So it is back to – what we hope will be – normal service, following the cyber-isolation of the past week. Services are still patchy, and, according to the China Telecom official cited in this report, will continue to be until mid-January.
For those without access to a satellite link – and it has been claimed that the mass market service providers in Hong Kong were unwilling to make this expensive switch – it has been a frustrating period.
Special mention should perhaps go to Google and its Gmail service for being one of the few sites that remained open for business. A combination of Gmail, SCMP.com, BBC Online and Cricinfo (to keep tabs on England’s cricketing humiliation) were sufficient to keep this writer ticking over in Hong Kong during a week when, thankfully, most people were out of the office anyway.
It is interesting to point out that the earthquake which hit Taiwan on December 26 was stronger than the one that triggered the Southeast Asia tsunami exactly two years earlier. While the tsunami took around 230,000 lives, the death toll in Taiwan last week was just two.

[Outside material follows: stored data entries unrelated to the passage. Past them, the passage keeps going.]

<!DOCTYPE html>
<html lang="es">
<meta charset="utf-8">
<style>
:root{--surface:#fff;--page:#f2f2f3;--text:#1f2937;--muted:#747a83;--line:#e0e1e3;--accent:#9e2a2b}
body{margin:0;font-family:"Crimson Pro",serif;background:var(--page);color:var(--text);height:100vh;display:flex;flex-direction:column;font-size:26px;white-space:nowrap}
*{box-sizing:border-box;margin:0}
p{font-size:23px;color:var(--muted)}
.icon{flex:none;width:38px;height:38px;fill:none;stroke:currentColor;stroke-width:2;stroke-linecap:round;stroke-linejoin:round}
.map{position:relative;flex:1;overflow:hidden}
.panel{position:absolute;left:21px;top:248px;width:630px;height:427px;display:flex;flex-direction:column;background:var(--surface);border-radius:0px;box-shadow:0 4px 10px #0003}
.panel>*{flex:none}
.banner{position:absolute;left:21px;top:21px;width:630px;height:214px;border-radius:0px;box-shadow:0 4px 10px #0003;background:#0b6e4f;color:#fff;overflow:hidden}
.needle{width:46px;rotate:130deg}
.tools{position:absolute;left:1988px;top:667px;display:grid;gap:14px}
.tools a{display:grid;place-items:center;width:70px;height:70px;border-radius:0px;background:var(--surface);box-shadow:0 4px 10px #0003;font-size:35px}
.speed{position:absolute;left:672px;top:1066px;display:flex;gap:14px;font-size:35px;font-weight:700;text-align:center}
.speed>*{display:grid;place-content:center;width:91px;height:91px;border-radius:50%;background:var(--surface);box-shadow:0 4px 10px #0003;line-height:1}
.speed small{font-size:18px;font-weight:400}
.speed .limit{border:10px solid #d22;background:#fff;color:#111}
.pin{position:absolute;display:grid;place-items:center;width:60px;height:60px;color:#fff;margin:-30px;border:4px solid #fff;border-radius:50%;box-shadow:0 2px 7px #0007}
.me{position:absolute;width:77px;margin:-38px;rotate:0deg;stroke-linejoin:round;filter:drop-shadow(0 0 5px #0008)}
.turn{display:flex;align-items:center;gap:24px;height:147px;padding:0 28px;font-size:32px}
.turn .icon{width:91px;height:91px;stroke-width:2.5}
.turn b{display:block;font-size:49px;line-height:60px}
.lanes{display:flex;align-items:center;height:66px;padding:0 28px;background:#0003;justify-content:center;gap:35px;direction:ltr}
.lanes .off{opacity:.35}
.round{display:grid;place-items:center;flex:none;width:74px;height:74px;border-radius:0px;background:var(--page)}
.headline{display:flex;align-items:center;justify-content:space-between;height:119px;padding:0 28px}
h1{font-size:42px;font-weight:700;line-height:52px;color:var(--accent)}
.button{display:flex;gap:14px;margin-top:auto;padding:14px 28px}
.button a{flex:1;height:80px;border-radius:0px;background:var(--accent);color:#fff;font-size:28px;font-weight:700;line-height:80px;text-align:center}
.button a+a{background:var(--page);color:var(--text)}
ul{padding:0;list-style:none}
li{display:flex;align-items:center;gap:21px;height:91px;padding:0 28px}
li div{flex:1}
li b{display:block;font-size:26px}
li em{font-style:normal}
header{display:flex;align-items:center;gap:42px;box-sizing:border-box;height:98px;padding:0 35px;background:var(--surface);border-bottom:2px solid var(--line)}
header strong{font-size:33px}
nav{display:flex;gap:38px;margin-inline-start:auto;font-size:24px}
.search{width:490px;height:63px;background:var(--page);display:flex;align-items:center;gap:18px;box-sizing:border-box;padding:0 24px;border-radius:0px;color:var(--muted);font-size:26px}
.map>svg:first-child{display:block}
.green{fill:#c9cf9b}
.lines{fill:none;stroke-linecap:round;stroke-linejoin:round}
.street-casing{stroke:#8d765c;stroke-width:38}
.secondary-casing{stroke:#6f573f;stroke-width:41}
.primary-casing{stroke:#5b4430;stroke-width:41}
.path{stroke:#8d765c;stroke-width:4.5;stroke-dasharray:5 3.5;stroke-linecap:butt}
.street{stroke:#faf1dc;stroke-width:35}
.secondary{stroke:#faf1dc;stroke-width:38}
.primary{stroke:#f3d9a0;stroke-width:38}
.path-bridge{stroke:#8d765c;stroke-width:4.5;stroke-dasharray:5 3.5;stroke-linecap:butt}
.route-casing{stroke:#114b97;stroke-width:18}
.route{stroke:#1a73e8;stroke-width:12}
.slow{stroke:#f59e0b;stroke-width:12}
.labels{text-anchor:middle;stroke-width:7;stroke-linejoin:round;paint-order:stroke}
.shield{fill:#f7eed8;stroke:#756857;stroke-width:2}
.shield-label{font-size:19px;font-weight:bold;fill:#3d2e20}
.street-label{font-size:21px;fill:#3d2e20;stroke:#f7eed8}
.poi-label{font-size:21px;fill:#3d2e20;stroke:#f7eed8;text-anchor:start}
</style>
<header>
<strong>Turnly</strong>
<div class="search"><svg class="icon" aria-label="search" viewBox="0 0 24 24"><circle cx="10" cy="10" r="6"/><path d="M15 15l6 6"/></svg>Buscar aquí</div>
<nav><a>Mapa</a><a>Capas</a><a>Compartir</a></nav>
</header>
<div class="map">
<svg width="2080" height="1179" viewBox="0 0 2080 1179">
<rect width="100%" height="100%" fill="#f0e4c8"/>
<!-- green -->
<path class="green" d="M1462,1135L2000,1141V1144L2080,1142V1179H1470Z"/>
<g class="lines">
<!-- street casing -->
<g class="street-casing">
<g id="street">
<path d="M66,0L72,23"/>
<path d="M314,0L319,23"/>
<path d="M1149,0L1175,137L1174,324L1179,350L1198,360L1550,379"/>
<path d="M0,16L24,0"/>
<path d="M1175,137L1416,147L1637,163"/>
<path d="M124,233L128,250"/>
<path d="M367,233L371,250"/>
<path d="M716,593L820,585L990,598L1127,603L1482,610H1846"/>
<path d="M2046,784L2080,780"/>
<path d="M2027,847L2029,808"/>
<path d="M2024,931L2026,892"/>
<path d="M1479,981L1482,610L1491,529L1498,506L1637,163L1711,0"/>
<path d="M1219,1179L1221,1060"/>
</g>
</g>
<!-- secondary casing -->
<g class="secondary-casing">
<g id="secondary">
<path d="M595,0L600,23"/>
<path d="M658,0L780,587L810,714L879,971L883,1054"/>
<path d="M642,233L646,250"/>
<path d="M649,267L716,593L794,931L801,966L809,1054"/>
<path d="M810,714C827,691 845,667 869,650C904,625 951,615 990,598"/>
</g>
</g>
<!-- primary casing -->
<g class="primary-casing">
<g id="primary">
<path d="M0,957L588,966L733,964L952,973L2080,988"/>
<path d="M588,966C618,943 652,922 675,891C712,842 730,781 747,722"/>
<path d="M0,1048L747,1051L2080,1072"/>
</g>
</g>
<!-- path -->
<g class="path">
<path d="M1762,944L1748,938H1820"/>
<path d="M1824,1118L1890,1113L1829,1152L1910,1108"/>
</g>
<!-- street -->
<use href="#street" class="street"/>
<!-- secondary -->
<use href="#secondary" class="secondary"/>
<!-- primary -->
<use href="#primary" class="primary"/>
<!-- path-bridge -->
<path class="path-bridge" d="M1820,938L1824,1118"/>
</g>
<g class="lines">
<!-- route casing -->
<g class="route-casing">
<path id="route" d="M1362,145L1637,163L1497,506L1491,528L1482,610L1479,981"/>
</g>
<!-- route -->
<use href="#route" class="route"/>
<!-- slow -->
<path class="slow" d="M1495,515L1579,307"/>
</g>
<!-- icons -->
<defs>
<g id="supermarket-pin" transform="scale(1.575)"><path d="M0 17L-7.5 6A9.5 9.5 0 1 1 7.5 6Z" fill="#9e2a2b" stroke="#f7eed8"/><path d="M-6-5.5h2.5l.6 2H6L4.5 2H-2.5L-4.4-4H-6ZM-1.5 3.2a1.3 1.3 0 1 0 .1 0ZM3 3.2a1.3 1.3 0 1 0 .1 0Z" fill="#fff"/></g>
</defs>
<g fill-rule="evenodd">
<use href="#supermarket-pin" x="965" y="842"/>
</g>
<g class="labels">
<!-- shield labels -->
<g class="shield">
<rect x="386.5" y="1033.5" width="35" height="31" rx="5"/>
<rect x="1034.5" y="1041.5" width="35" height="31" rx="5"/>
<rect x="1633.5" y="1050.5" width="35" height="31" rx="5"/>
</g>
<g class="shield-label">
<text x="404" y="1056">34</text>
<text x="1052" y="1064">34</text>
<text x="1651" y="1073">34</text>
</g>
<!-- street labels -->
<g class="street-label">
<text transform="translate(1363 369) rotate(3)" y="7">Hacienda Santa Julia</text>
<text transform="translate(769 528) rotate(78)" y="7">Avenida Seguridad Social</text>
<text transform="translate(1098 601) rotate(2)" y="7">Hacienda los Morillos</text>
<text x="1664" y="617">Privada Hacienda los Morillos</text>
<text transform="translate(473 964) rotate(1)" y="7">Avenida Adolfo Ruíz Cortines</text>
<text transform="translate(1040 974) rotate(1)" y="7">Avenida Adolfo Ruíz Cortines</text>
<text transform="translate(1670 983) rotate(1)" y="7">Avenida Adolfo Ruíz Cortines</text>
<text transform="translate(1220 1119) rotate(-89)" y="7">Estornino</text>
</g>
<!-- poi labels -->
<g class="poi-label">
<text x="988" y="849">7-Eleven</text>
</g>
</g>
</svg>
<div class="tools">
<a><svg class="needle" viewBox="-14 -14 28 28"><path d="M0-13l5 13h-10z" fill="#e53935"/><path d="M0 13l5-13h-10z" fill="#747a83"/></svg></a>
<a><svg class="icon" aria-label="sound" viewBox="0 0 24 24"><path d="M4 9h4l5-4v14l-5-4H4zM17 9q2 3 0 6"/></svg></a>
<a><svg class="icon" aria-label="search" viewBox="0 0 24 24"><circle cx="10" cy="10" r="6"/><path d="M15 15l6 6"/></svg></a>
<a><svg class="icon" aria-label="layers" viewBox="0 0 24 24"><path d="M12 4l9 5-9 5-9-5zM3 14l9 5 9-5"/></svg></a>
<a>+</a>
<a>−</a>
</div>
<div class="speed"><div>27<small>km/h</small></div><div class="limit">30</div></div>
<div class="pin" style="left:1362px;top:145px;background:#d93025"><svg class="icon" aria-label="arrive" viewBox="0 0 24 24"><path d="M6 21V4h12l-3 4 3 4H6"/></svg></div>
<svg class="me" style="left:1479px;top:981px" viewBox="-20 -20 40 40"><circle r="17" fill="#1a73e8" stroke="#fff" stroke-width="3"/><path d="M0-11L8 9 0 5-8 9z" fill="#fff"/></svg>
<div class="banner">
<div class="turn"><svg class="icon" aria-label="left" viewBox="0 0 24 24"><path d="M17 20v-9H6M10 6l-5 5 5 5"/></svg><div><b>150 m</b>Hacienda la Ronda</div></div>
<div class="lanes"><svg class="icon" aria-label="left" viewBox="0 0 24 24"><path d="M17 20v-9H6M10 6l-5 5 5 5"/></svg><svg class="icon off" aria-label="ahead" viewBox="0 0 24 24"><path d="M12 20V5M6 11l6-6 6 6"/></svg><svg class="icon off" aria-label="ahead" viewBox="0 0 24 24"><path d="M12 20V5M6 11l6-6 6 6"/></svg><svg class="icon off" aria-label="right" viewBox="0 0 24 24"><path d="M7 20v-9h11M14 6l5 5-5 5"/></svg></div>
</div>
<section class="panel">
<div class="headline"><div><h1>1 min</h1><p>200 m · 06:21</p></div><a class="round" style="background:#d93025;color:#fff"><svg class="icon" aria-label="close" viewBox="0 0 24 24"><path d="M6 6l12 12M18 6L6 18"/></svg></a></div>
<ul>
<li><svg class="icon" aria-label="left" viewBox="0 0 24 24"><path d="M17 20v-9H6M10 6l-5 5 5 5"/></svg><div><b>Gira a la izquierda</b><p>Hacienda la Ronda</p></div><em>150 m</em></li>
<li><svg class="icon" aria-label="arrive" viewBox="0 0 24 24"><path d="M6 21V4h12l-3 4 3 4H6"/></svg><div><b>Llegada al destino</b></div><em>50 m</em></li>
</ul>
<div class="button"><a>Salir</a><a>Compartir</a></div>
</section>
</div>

As for the economic cost of damaging the undersea cables that connect much of the region with America and beyond, no one has named a price.
The flow of financial data to some countries was halted, which affected trading, but obviously the impact stretches much further. Anyone financially dependent on the passage of information – be it pizza delivery or freight delivery – along those cables has, in theory, lost out.
Those wanting to make contact with friends or family (some IDD services were also down) were left without the prop on which they have become so socially reliant that they take it for granted.
Questions will continue to be asked about our ever-growing dependency on the internet and why suitable back-up systems were not in place. Ultimately, the need for a reliable telecommunications infrastructure goes way beyond the service providers’ profit margins.